Don't get me started regarding 'birthers', Westboro Baptists, antiabortion bombers and murderers (thanks, BillO), arsonists of mosques and churches and temples..............

Just as bad as the ultra left wing eco-terrorists fueled by the cowardly rhetoric of webmasters and bloggers.

I haven't liked what my employers, elected representatives, union officials, etc ......have done at times.  I've been outraged at times.  Using violence and breaking the law has never happened (though the fantasy of it has entered my mind....sorry, Jimmy Carter;-))

They all are just using their First Amendment rights concerning freedom of speech.  Just like Hitler did ('hey, I never killed anyone.  They were just 'words'.)

"Sticks and stones may break my bones, but names will never hurt me........unless your words condone violence and someone else follows up on them."

btw.........I hate that phrase.  Physical and verbal abuse still leave scars that last forever.

MLK and Ghandi used words.  Peaceful remedies.  It worked........eventually.

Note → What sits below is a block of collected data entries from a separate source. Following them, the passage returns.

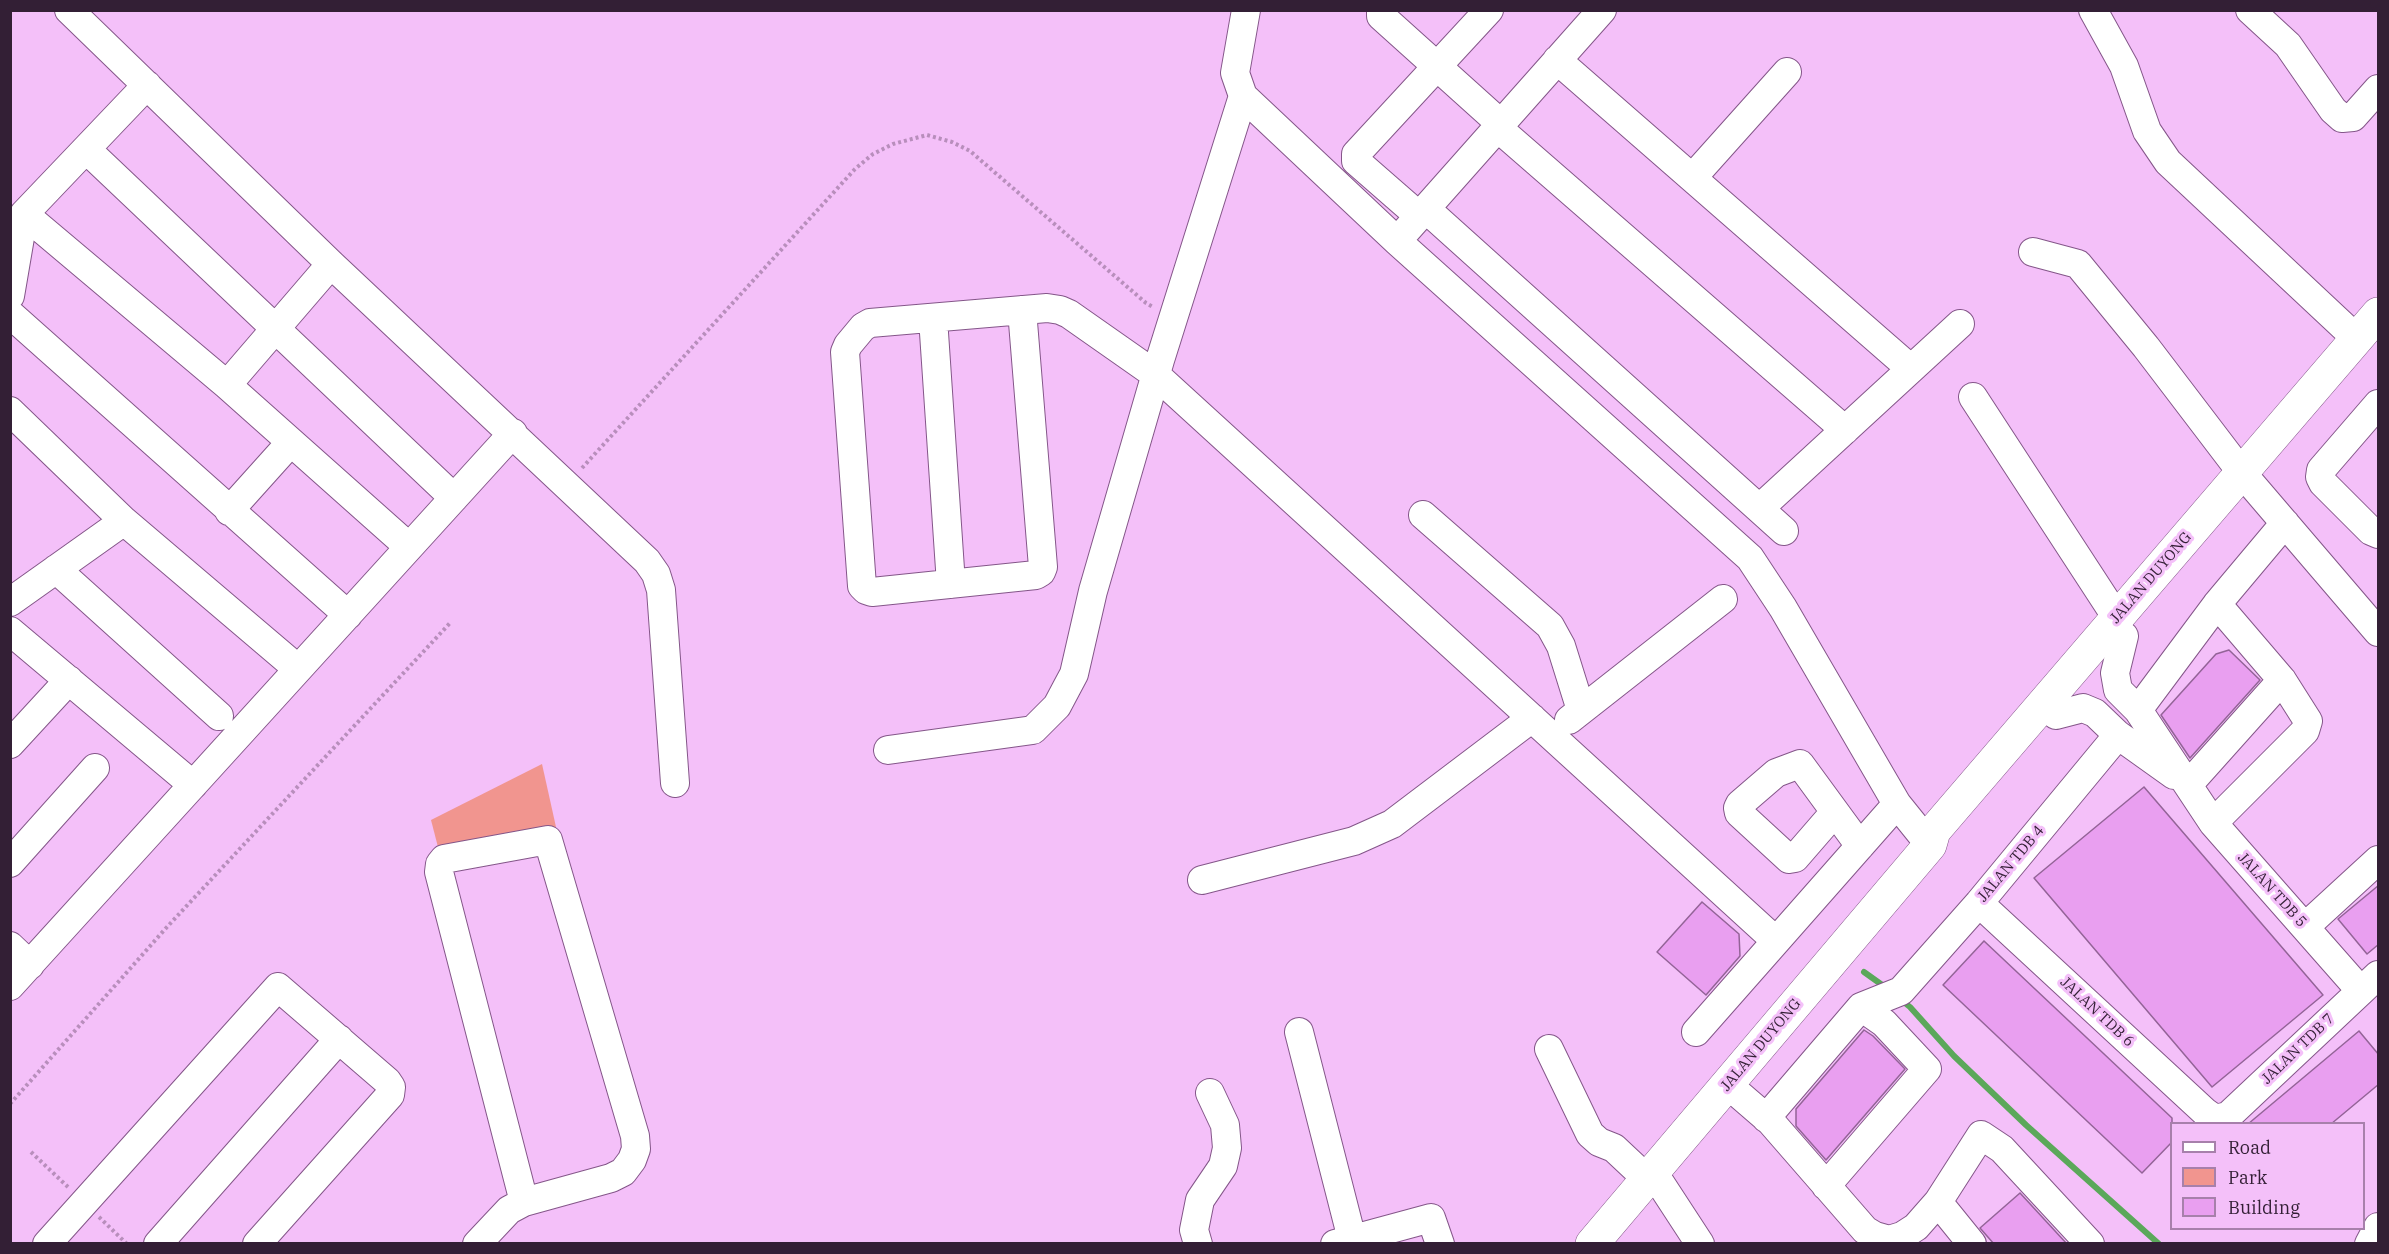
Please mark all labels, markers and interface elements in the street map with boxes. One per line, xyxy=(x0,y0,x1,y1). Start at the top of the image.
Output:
street label: JALAN DUYONG xyxy=(2106,529,2196,627)
street label: JALAN TDB 4 xyxy=(1974,822,2048,906)
street label: JALAN TDB 5 xyxy=(2234,849,2310,931)
street label: JALAN TDB 6 xyxy=(2056,973,2138,1051)
street label: JALAN DUYONG xyxy=(1717,995,1805,1095)
street label: JALAN TDB 7 xyxy=(2258,1010,2338,1088)
legend xyxy=(2170,1122,2365,1230)
text: Road xyxy=(2228,1136,2271,1159)
text: Park xyxy=(2228,1166,2267,1189)
text: Building xyxy=(2228,1196,2300,1219)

You may disagree with me.  Fine.  Please try to use an intelligent presentation, based on facts,  without shouting or raising your voice, to correct or change my opinion.  I may disagree with you.  Fine.  I will try to use an intelligent presentation, based on facts, without shouting or raising my voice, to correct or change your opinion.  At the end, if we still disagree, at least we have both learned something, still have mutual respect, might have actually learned something, and can move on to something else.

my .06 pence.  thanks for reading.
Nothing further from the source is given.